▶ _WHAT YOU HAVE TO DO_
Scan the data below and copy each line where "محسن" occurs.

(Dataset entries)
*** Begin section ***

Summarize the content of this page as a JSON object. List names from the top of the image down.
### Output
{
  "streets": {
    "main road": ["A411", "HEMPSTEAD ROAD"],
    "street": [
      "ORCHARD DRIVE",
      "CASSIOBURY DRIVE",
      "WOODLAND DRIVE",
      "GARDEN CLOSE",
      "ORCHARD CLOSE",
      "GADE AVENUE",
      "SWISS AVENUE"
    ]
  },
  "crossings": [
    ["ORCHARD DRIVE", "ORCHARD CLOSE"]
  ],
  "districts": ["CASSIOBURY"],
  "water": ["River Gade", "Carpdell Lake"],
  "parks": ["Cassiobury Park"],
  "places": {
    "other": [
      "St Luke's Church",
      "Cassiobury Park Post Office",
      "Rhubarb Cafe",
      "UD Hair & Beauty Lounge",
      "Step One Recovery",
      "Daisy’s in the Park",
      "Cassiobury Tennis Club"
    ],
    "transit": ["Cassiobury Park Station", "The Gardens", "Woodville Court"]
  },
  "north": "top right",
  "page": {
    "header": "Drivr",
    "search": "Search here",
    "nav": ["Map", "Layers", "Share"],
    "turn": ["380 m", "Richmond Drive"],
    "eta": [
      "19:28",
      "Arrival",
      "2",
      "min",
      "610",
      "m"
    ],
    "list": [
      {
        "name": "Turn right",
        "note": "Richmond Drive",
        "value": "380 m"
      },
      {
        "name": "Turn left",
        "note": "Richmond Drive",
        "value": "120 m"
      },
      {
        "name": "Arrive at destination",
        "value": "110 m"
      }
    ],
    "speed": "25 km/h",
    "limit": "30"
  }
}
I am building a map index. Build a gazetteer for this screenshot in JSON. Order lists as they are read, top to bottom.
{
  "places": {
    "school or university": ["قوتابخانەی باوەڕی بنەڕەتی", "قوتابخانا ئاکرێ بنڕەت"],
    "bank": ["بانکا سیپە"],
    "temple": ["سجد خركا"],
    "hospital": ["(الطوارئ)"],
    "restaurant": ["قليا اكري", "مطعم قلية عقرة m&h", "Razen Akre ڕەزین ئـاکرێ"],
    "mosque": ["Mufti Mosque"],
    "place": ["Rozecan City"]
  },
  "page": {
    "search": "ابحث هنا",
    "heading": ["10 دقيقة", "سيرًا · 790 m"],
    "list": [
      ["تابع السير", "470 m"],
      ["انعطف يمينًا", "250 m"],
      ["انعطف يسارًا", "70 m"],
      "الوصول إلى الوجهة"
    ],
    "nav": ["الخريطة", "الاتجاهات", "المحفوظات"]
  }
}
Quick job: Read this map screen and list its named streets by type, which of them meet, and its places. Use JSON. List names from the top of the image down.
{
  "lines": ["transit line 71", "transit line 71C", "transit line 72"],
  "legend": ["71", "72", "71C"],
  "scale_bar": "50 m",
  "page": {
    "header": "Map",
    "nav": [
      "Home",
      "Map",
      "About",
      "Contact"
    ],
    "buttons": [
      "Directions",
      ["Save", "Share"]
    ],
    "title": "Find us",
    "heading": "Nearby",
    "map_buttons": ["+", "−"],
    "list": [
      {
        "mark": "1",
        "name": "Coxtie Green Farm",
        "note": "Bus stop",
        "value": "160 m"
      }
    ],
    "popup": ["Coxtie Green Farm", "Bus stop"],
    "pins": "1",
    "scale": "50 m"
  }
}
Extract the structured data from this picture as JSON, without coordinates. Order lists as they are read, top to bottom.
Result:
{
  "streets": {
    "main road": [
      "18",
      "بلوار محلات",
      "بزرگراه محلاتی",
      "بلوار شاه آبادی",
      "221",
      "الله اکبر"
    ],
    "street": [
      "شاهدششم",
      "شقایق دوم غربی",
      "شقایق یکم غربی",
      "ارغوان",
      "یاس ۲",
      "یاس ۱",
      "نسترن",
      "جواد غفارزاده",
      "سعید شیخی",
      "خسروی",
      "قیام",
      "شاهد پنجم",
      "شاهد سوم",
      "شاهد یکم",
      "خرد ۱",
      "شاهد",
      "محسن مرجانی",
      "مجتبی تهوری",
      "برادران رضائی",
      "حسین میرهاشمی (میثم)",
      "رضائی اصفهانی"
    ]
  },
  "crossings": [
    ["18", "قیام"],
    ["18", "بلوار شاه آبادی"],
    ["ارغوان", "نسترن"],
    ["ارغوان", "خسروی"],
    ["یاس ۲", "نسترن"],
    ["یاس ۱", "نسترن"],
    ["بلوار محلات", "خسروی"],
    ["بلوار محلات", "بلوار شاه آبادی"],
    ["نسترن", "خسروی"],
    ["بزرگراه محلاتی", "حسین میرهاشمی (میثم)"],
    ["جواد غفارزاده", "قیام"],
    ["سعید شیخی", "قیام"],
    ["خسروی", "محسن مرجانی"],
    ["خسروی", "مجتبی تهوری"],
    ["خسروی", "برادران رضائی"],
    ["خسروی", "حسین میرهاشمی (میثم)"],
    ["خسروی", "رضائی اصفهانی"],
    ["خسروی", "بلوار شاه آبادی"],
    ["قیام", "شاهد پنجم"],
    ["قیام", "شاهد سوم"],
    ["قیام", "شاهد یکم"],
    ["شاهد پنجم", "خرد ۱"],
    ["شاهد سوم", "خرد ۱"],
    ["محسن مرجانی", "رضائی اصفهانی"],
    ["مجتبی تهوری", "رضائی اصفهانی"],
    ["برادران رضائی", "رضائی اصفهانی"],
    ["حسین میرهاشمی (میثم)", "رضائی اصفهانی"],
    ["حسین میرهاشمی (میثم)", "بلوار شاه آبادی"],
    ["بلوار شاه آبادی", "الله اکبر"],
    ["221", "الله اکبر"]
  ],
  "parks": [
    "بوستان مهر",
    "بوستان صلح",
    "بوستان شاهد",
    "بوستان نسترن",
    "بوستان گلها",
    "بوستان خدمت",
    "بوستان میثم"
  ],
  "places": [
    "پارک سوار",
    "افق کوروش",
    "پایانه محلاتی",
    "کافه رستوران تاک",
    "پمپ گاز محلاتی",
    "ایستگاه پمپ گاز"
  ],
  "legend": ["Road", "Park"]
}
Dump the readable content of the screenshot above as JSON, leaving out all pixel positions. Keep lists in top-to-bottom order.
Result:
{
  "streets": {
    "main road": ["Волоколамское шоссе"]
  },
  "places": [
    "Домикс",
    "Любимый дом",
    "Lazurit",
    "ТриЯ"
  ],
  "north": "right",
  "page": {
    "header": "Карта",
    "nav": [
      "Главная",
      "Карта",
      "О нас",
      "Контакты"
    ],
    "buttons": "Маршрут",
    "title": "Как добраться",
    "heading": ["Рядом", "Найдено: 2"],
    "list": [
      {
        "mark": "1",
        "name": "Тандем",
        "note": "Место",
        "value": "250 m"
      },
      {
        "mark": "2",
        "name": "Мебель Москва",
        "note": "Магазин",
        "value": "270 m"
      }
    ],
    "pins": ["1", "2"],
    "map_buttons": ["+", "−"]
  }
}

*** End section ***

▶ _SOLUTION TO THIS EXERCISE_
      "محسن مرجانی",
    ["خسروی", "محسن مرجانی"],
    ["محسن مرجانی", "رضائی اصفهانی"],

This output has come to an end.